Work task →
Everything in the listing below must be set down again exactly, apart from the pictures.

Information provided →
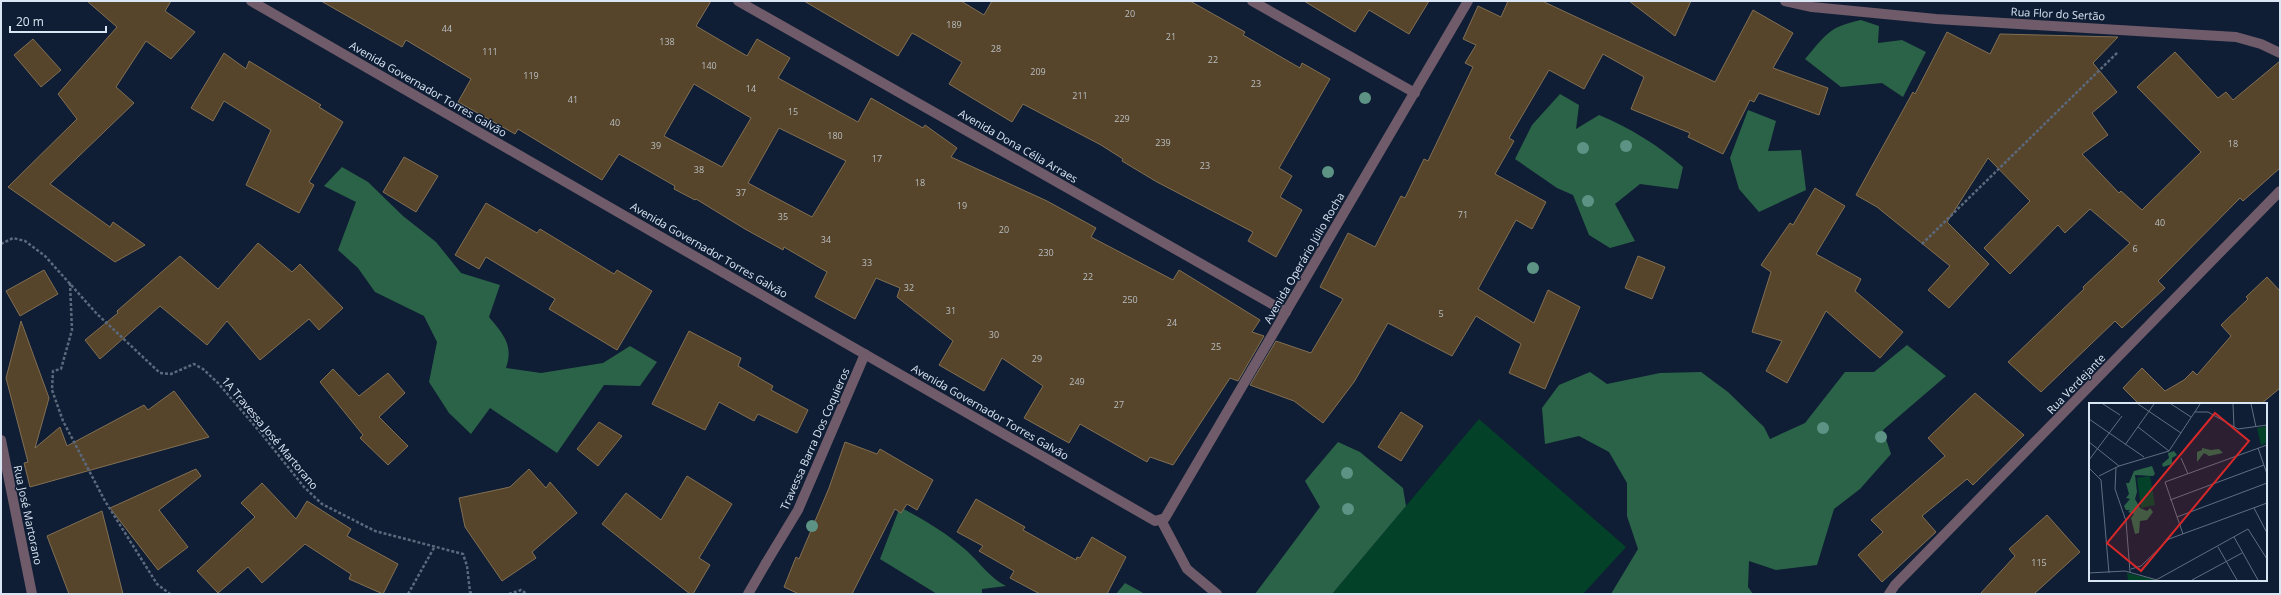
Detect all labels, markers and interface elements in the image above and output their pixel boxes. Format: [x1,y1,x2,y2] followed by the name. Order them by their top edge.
[2010,4,2106,23] street label: Rua Flor do Sertão
[1125,7,1135,20] house number: 20
[10,8,106,34] scale bar
[16,13,44,30] text: 20 m
[946,18,962,31] house number: 189
[442,22,452,35] house number: 44
[1166,30,1176,43] house number: 21
[659,35,675,48] house number: 138
[347,37,510,140] street label: Avenida Governador Torres Galvão
[991,42,1001,55] house number: 28
[482,45,498,58] house number: 111
[1208,53,1218,66] house number: 22
[701,59,717,72] house number: 140
[1030,65,1046,78] house number: 209
[523,69,539,82] house number: 119
[1251,77,1261,90] house number: 23
[746,82,756,95] house number: 14
[1072,89,1088,102] house number: 211
[568,93,578,106] house number: 41
[788,105,798,118] house number: 15
[956,105,1081,186] street label: Avenida Dona Célia Arraes
[1114,112,1130,125] house number: 229
[610,116,620,129] house number: 40
[827,129,843,142] house number: 180
[1155,136,1171,149] house number: 239
[2228,137,2238,150] house number: 18
[651,139,661,152] house number: 39
[872,152,882,165] house number: 17
[1200,159,1210,172] house number: 23
[694,163,704,176] house number: 38
[915,176,925,189] house number: 18
[736,186,746,199] house number: 37
[1260,190,1347,326] street label: Avenida Operário Júlio Rocha
[628,198,791,301] street label: Avenida Governador Torres Galvão
[957,199,967,212] house number: 19
[1458,208,1468,221] house number: 71
[778,210,788,223] house number: 35
[2155,216,2165,229] house number: 40
[999,223,1009,236] house number: 20
[821,233,831,246] house number: 34
[2132,242,2138,255] house number: 6
[1038,246,1054,259] house number: 230
[862,256,872,269] house number: 33
[1083,270,1093,283] house number: 22
[904,281,914,294] house number: 32
[1122,293,1138,306] house number: 250
[946,304,956,317] house number: 31
[1438,307,1444,320] house number: 5
[1167,316,1177,329] house number: 24
[989,328,999,341] house number: 30
[1211,340,1221,353] house number: 25
[2043,350,2108,417] street label: Rua Verdejante
[1032,352,1042,365] house number: 29
[909,360,1072,463] street label: Avenida Governador Torres Galvão
[776,365,853,512] street label: Travessa Barra Dos Coquieros
[219,373,322,492] street label: 1A Travessa José Martorano
[1069,375,1085,388] house number: 249
[1114,398,1124,411] house number: 27
[2089,403,2267,581] inset map
[11,464,46,566] street label: Rua José Martorano
[2031,556,2047,569] house number: 115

Solved exercise →
Detect all labels, markers and interface elements in the image above and output their pixel boxes. Format: [x1,y1,x2,y2] followed by the name. Order them by their top edge.
[2010,4,2106,23] street label: Rua Flor do Sertão
[1125,7,1135,20] house number: 20
[10,8,106,34] scale bar
[16,13,44,30] text: 20 m
[946,18,962,31] house number: 189
[442,22,452,35] house number: 44
[1166,30,1176,43] house number: 21
[659,35,675,48] house number: 138
[347,37,510,140] street label: Avenida Governador Torres Galvão
[991,42,1001,55] house number: 28
[482,45,498,58] house number: 111
[1208,53,1218,66] house number: 22
[701,59,717,72] house number: 140
[1030,65,1046,78] house number: 209
[523,69,539,82] house number: 119
[1251,77,1261,90] house number: 23
[746,82,756,95] house number: 14
[1072,89,1088,102] house number: 211
[568,93,578,106] house number: 41
[788,105,798,118] house number: 15
[956,105,1081,186] street label: Avenida Dona Célia Arraes
[1114,112,1130,125] house number: 229
[610,116,620,129] house number: 40
[827,129,843,142] house number: 180
[1155,136,1171,149] house number: 239
[2228,137,2238,150] house number: 18
[651,139,661,152] house number: 39
[872,152,882,165] house number: 17
[1200,159,1210,172] house number: 23
[694,163,704,176] house number: 38
[915,176,925,189] house number: 18
[736,186,746,199] house number: 37
[1260,190,1347,326] street label: Avenida Operário Júlio Rocha
[628,198,791,301] street label: Avenida Governador Torres Galvão
[957,199,967,212] house number: 19
[1458,208,1468,221] house number: 71
[778,210,788,223] house number: 35
[2155,216,2165,229] house number: 40
[999,223,1009,236] house number: 20
[821,233,831,246] house number: 34
[2132,242,2138,255] house number: 6
[1038,246,1054,259] house number: 230
[862,256,872,269] house number: 33
[1083,270,1093,283] house number: 22
[904,281,914,294] house number: 32
[1122,293,1138,306] house number: 250
[946,304,956,317] house number: 31
[1438,307,1444,320] house number: 5
[1167,316,1177,329] house number: 24
[989,328,999,341] house number: 30
[1211,340,1221,353] house number: 25
[2043,350,2108,417] street label: Rua Verdejante
[1032,352,1042,365] house number: 29
[909,360,1072,463] street label: Avenida Governador Torres Galvão
[776,365,853,512] street label: Travessa Barra Dos Coquieros
[219,373,322,492] street label: 1A Travessa José Martorano
[1069,375,1085,388] house number: 249
[1114,398,1124,411] house number: 27
[2089,403,2267,581] inset map
[11,464,46,566] street label: Rua José Martorano
[2031,556,2047,569] house number: 115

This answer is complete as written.